Being clumsy can often go with Asperger. The amount of times kid drops things, stumbles falls etc In big picture dropping snake not such a bad thing. Death of gecko not your fault. Again my kid can fail to see the obvious and only see the hidden. I know she physically sees things differently as part of her condition. She has visual snow, facial blindness and glitches in sight. You might not realise how things like sight, hearing, touch and smell are affected by aspergers as we don't talk about it - thinking we all experience life same way. Don't beat self up about these mistakes. I've made much worse and I'm 'normal'
And that will increase anxiety! The thing I did was tell my daughter that I got upset just cause of the initial smash etc the most important thing was her. No glass or plate was ever more important. Accept the risk of breakages. Though I'd always watch her in the China dept or such like. Go buy some plates from a charity shop and break them. It will feel good!
That does sound like it'd feel good. Though I have felt silly when I express any type of anger (I know that you didn't even mention taking anger out on things, but for some reason that's what I thought of). I think I was taught implicitly that expressing anger is always wrong, so I don't express it, because I always feel silly or wrong somehow. If it feels like my thoughts skip certain logical things. I'm sorry, I tend to think weirdly, so that to an outside observer my thoughts seem completely random, though I'm actually skipping certain things that would be needed for the thoughts to make sense, and its all done without thinking about it, so sometimes I make no sense whatsoever. Does that make sense?
No makes sense. Anger was something I avoid too! Same reason - no negative emotions allowed in family( except there's) depression said to be anger turned inward. Anger is a perfectly fine emotion to express as long as you release it. Like all emotions should be momentary. Problem occurs when not expressed. Can't get your thinking emotional process as not mine but do see how it works if makes sense.
Well my parents were very argumentative, blaming me for things I didn't do, calling me names, ignored the signs of me having Aspergers, and generally neglected me, didn't attend to my needs as a then child who looked to my parents for love (which I don't feel I got enough of) support (which I only got when in public, usually they'd just laugh at me or call me names). There's probably more, but my memory is blurry, and I suspect that something happened that I don't know about (I've had blackouts before, and I don't know what has caused those)
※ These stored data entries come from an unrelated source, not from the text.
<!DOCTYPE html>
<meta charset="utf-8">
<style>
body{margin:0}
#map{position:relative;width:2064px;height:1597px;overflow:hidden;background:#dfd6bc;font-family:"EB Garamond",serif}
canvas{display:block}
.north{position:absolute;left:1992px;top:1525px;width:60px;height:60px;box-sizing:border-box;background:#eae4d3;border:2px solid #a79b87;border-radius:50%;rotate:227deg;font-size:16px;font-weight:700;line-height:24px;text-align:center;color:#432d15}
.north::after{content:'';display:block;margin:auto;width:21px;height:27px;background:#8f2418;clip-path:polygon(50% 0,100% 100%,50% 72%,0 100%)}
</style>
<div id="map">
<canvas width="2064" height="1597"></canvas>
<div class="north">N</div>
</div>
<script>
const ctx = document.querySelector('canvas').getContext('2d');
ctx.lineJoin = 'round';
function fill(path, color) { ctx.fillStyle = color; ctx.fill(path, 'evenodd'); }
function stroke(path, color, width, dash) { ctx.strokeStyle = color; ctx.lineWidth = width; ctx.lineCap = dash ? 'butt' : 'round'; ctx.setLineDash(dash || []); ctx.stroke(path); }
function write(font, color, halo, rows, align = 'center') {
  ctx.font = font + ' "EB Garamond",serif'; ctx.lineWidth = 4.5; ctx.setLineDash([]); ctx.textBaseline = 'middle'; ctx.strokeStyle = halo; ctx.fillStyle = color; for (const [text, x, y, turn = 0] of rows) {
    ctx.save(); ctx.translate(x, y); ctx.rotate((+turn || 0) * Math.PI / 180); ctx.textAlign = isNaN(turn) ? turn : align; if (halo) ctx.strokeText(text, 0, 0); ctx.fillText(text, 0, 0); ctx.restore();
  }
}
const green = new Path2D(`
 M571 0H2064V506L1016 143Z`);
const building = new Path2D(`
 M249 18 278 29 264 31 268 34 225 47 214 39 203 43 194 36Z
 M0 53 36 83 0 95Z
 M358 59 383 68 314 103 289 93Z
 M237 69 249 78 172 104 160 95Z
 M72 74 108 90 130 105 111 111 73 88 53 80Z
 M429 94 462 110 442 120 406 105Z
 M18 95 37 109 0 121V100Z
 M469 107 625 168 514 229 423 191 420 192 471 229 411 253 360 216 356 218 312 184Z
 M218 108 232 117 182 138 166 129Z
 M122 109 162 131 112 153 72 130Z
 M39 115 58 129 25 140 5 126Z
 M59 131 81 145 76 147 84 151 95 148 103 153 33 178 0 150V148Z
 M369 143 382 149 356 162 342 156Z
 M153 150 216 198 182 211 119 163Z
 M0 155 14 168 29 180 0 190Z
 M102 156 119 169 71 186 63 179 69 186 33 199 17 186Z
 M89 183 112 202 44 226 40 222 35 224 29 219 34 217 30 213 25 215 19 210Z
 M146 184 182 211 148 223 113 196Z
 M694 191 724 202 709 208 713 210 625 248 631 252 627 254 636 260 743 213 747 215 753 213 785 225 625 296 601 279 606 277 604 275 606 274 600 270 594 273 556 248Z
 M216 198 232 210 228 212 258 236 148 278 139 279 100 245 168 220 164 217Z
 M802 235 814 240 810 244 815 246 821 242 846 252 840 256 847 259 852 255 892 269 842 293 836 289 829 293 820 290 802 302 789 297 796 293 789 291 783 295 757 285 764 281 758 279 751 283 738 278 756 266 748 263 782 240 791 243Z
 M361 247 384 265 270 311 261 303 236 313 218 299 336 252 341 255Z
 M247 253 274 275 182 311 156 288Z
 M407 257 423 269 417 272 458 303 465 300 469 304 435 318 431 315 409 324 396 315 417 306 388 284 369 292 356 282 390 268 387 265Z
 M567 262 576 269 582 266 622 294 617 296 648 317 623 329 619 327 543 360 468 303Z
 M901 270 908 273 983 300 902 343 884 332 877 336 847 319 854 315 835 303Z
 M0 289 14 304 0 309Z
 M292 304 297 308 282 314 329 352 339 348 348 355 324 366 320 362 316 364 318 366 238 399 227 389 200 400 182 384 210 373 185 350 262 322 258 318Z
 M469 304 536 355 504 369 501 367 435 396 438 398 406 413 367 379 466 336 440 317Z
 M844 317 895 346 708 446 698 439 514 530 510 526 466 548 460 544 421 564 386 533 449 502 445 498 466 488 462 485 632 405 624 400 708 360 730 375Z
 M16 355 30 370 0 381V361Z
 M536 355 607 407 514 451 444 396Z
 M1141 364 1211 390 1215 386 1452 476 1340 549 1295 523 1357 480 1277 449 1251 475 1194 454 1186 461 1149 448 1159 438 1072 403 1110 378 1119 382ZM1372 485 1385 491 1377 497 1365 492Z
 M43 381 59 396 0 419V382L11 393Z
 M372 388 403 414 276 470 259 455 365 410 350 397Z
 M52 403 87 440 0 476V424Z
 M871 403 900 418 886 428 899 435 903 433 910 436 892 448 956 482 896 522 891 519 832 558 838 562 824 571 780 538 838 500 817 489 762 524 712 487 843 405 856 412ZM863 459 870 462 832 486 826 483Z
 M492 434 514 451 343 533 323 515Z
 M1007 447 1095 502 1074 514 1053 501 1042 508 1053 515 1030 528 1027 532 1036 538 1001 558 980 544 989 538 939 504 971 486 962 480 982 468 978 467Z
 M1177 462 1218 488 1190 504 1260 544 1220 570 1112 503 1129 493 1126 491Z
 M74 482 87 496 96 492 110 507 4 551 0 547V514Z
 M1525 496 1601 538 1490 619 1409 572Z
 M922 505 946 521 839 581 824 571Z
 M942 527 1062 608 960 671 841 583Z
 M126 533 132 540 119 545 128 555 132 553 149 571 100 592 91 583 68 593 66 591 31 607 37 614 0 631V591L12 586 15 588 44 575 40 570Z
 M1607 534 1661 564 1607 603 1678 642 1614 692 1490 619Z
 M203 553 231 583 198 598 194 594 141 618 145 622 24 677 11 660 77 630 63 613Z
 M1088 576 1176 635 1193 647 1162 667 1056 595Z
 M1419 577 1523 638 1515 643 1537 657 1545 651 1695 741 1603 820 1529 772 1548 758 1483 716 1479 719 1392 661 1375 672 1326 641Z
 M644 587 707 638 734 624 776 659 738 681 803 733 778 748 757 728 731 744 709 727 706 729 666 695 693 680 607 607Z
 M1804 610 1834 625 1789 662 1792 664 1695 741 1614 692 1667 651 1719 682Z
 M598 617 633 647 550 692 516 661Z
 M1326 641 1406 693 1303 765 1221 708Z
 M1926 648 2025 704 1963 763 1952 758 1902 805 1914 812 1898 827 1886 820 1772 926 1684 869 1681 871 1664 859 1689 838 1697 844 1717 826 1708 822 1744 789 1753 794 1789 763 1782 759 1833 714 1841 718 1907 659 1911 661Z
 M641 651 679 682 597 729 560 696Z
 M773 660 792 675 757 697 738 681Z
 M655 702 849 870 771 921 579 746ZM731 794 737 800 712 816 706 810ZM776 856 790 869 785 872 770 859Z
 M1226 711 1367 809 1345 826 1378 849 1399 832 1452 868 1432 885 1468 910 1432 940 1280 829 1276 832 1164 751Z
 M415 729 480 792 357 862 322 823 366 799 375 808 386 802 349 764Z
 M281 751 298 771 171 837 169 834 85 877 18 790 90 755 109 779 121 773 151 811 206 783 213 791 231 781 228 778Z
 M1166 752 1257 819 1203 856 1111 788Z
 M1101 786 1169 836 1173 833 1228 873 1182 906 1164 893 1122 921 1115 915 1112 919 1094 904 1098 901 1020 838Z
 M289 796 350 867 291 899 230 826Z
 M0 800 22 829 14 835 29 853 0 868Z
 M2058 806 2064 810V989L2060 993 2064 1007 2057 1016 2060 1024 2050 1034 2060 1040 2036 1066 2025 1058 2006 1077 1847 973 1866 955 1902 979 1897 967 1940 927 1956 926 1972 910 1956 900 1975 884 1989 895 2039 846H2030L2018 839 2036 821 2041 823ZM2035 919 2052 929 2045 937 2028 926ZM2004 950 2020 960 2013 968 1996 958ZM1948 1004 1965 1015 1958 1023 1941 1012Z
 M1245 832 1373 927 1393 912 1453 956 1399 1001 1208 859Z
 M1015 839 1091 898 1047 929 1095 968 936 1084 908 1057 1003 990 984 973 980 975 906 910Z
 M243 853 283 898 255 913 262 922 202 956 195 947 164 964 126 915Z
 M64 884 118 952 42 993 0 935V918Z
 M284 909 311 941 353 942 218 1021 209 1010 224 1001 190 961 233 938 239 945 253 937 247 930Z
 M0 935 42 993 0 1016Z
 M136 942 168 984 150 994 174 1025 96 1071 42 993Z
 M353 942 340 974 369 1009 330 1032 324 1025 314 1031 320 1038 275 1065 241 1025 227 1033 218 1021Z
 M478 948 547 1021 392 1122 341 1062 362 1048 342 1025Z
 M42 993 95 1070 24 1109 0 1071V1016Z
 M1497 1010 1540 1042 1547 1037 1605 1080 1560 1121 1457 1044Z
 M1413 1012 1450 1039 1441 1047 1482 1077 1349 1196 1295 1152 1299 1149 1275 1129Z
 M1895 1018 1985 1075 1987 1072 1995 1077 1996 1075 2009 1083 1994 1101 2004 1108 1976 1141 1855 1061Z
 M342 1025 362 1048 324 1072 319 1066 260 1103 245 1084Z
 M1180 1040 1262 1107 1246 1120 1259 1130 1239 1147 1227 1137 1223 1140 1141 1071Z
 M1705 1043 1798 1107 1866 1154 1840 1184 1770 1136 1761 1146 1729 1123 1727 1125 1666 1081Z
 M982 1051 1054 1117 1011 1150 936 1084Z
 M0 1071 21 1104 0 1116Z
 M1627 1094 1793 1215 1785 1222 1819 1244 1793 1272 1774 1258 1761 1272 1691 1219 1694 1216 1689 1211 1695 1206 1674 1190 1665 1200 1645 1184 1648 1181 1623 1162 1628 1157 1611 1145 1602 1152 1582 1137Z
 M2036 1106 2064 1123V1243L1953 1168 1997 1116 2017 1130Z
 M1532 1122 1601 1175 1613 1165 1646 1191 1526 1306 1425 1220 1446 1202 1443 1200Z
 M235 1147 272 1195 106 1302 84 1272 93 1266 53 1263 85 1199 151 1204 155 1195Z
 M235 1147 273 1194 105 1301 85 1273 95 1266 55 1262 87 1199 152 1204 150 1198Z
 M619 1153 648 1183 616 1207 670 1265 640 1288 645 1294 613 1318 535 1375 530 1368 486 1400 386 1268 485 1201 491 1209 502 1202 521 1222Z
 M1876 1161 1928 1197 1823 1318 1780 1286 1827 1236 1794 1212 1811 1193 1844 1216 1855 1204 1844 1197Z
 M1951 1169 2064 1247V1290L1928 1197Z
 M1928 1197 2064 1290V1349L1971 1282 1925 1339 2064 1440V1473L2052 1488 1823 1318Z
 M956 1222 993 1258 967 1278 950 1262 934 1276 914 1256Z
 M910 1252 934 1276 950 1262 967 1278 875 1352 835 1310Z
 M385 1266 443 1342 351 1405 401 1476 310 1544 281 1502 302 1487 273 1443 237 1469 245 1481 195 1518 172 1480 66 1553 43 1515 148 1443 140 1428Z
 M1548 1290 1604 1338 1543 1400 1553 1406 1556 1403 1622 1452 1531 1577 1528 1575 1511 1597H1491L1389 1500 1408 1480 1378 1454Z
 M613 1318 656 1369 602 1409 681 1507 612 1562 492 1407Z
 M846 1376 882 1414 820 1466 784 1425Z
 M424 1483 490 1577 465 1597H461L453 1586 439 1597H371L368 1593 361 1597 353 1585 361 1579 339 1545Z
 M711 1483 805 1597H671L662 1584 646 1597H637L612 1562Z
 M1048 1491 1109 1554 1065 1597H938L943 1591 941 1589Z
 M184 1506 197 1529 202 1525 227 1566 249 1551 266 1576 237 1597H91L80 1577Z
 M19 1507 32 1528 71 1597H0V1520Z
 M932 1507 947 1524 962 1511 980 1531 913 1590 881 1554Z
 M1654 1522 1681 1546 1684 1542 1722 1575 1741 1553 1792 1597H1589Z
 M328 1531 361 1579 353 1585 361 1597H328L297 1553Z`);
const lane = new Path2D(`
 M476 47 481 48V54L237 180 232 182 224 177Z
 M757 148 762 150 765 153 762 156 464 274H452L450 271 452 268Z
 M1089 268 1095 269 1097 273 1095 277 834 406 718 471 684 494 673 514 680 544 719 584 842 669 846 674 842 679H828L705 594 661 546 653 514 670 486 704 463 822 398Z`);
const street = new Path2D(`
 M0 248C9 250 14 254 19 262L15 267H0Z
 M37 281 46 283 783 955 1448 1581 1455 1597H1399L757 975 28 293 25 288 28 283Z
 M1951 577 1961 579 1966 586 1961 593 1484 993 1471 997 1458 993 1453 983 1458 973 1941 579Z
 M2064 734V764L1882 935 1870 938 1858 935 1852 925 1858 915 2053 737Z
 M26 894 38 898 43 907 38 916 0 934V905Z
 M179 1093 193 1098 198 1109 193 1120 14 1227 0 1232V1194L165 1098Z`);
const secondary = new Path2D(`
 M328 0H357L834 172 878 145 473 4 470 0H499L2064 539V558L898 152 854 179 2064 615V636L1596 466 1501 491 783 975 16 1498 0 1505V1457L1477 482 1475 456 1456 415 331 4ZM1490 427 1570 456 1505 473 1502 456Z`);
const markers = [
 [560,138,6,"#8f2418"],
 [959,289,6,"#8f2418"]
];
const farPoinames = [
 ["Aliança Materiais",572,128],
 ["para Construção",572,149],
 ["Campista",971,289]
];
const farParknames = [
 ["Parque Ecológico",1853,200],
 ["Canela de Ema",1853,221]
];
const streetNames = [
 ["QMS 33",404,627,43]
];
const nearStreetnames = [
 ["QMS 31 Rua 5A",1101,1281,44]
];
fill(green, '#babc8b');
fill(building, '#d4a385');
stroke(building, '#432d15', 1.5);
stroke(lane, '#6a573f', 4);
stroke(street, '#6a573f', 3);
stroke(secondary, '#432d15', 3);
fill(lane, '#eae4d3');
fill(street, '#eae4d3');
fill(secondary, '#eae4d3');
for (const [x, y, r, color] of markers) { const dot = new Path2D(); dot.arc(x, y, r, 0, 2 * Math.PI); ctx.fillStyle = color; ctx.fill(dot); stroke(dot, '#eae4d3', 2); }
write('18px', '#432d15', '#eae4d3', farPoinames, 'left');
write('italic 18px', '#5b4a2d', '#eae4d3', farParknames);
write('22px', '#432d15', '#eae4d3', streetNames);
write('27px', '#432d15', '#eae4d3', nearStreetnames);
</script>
It's a hard to say and admit but parents get it wrong a lot of the time.
I have a 7 year old and I cringe whenever I make a mistake. I try not to be too hard on myself but sometimes I feel like I behave just like my parents did.
Are you finding that this conversation is helping in any way?
I am glad to see that you do have future plans and not allowing this condition to dictate otherwise.
I realize that getting through each day is going to be hard but if you keep visualizing yourself graduating then that may give you the encouragement and impetus to keep soldiering on.
I just had an appointment with my Care Coordinator. It went better than I expected, my mind didn't go blank at all. But I didn't end up talking about my past, which I thought was the point of the appointment. Instead we're doing that in two weeks, which feels like forever.
Thank you denvajade, I wish you well too. I hope you recover quickly, as you probably know depression is terrible to live with.
Joe
Our dog is shedding at the moment, we were sitting outside before dinner brushing him, it was windy and His fur was off with the wind, at least the birds will be happy, they can use it for nesting I gather.